Examinando o EI como ele é hoje em dia, com base em
entrevistas com militantes activos (alguns já falecidos), espiões, agentes
adormecidos e também as suas vítimas, chega-se à conclusão de que um dos
principais centros de recrutamento de militantes foram os presídios,
especialmente no Médio Oriente, que serviram, por anos, como academias do
terror, onde extremistas conhecidos puderam congregar, tramar e desenvolver as
suas habilidades de convencimento e liderança, recrutando uma nova geração de
combatentes.
O EI é uma organização terrorista, mas não é apenas
uma organização terrorista. É também uma máfia adepta em explorar mercados
obscuros internacionais que existem há décadas para o tráfico de petróleo e
armas. É um completo aparato de conluio que se infiltra em organizações rivais
e recruta silenciosamente membros activos antes do controle total dessas
organizações, derrotando-as no campo de batalha ou tomando as suas terras.
É uma máquina de propaganda eficiente e hábil na
disseminação das suas mensagens e no recrutamento de novos membros através das
redes sociais. A maioria dos seus principais comandantes serviu no exército ou
nos serviços de segurança de Saddam Hussein.
O EI apresenta-se para uma minoria sunita no Iraque
e uma maioria sunita mais perseguida e vitimada na Síria como a última linha de
defesa da seita contra uma série de inimigos – os «infiéis» Estados
Unidos, os Estados «apóstatas» do Golfo Pérsico, a ditadura alauita «Nusayri»
na Síria, a unidade «rafida» e de resistência no Irão e a última
satrápia de Bagdade. Estima-se que além do Estado
Islâmico existam outros 450 grupos rebeldes operando na Síria.
O EI, de forma brutal e inteligente, destruiu as
fronteiras dos estados-nação da Síria e do Iraque e proclamou-se o restaurador
de um império islâmico. Tem como capital a cidade de Mosul, o seu idioma
oficial é o árabe, o governo é um califado islâmico, declarado em 29 de Junho
de 2014; possui uma bandeira e um brasão de armas. Já criou a sua própria
bandeira, tribunais, ministérios, passaportes e até placas de carros. Em
Novembro de 2014 criou a sua própria moeda, parte de um plano para restaurar o
califado que dominou o Médio Oriente há mais de 1 300 anos.
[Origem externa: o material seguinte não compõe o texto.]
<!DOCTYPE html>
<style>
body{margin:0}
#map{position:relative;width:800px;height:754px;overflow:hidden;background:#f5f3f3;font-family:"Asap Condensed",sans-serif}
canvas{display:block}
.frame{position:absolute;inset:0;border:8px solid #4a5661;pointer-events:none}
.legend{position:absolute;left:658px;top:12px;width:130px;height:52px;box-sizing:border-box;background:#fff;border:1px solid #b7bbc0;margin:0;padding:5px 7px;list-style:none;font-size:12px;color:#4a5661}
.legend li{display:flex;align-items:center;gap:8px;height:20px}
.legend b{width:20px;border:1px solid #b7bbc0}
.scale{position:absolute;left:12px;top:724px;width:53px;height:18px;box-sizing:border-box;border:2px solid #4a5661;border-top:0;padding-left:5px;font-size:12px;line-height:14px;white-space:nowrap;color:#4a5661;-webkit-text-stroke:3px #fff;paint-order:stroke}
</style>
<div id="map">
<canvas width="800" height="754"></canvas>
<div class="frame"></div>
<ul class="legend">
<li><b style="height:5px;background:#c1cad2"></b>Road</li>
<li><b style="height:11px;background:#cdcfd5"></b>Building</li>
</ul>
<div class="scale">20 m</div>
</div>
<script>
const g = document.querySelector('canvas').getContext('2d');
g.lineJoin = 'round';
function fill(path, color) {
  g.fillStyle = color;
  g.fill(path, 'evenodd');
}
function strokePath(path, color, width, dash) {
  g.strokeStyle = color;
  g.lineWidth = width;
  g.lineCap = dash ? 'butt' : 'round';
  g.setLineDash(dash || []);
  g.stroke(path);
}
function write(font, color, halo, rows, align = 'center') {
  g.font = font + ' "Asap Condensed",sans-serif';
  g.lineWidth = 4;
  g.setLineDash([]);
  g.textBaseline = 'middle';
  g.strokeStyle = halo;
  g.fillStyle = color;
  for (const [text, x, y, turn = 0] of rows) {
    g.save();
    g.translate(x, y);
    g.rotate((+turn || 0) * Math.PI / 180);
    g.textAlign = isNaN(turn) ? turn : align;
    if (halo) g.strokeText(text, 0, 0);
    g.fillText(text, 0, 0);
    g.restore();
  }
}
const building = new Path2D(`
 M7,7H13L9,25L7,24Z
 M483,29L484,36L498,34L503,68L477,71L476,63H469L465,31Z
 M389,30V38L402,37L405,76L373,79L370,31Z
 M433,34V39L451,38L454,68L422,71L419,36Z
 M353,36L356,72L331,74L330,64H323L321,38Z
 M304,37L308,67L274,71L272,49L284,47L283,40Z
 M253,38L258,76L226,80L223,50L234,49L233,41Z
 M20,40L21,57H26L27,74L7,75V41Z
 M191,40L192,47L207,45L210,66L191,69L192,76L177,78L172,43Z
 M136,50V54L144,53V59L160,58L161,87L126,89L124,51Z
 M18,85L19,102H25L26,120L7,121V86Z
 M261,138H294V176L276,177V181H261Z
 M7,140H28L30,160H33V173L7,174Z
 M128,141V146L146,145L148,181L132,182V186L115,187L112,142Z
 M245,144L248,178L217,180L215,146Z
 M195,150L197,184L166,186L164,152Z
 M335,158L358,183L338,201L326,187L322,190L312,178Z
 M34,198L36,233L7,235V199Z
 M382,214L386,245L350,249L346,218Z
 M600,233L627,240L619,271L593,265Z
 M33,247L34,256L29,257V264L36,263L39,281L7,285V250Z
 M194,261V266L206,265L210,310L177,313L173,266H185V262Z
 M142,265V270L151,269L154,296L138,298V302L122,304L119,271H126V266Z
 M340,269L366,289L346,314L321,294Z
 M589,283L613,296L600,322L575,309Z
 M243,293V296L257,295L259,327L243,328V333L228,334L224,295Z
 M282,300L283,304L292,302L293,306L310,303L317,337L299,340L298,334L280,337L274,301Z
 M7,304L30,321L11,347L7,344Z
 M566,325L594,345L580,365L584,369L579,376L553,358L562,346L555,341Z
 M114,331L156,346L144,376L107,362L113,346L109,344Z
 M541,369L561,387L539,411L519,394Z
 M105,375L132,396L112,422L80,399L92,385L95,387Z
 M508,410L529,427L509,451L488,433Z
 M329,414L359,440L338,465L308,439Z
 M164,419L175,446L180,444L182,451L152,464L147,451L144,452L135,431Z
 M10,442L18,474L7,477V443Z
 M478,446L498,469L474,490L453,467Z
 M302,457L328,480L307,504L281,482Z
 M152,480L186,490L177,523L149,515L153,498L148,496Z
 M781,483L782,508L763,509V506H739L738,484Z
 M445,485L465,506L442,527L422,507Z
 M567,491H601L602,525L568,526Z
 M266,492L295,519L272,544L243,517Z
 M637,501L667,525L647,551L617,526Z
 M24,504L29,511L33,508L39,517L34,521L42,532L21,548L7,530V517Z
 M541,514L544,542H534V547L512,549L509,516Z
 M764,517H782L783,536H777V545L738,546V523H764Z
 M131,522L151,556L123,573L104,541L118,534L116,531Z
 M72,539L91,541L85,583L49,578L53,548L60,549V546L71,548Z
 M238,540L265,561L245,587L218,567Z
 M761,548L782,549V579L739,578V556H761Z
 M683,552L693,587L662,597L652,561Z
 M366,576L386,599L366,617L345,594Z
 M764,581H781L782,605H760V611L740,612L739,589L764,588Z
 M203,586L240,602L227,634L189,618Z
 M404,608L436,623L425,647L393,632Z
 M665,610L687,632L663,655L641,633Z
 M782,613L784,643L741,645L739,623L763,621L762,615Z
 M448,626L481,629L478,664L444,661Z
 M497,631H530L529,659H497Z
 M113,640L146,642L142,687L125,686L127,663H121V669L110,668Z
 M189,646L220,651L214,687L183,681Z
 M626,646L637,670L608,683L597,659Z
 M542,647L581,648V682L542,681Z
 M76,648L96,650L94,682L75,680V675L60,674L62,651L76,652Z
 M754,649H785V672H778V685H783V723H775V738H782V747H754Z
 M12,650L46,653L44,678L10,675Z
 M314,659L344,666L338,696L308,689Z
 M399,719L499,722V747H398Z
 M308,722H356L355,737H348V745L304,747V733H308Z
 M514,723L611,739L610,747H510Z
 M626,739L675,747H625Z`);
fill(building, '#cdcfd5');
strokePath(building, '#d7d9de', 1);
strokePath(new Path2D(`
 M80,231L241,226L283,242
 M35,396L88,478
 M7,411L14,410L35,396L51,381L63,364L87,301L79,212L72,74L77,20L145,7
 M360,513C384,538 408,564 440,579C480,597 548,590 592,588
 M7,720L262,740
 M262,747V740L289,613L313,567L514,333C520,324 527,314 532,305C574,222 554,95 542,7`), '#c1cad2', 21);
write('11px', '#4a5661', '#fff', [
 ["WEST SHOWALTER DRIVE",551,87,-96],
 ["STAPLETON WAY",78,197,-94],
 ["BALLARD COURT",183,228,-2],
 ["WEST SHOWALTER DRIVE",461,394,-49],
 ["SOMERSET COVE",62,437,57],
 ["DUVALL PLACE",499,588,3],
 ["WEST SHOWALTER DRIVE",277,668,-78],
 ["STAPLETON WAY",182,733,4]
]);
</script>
Abu Bakr al-Baghdadi – ungido califa Ibraim –
proclamou o fim do ISIS (em inglês Islamic State of Iraq and
al-Sham) e o nascimento do Estado Islâmico no dia 28 de Junho de 2014, o
primeiro dia do Ramadão. A partir de então, apenas o Estado Islâmico passaria a
existir, dividindo a humanidade em dois campos. O primeiro era «o campo dos
muçulmanos e dos mujahidin (guerreiros sagrados) por toda a
parte»; o segundo era «o campo dos judeus, dos Cruzados e os seus
aliados».
O campo de treino do EI e dos seus antecessores, na
fronteira do Afeganistão com o Paquistão, que treinou os idealizadores dos
ataques ao World Trade Center, tem três fases distintas de treino e
doutrinação.
A primeira consiste em «dias de experimentação»,
com a duração de 15 dias, durante os quais um recruta é sujeito à «exaustão
psicológica e moral» – para separar os fracos dos verdadeiros
guerreiros.
A segunda é o «período de preparação militar»,
com a duração de 45 dias, durante os quais um recruta aprende como empunhar
armas leves, evolui para o lançamento de mísseis portáteis superfície-ar e cursos
de cartografia.
A terceira e última fase é o «curso de tácticas
de guerra de guerrilhas», no qual é ensinada a teoria militar de Von
Clausewitz para terroristas.
Em Março de 2009, o departamento de Defesa dos EUA
mudou oficialmente o nome das operações contra o EI de «Guerra Global Contra
o Terror» para «Operações Contingenciais Externas» e em
Maio de 2013 o presidente Obama declarou que a «guerra ao terror» tinha
terminado.
Sete meses depois, em Janeiro de 2014, numa
entrevista à revista «The New Yorker» Obama minimizou o poder do
Estado Islâmico comparando-o a um «jayvee» (equipa de desporto dos
estudantes do 3.º ano).
Se os EUA quisessem fazer uma demonstração de força
no Iraque e na Síria, poderiam expulsar rapidamente o EI dos seus esconderijos.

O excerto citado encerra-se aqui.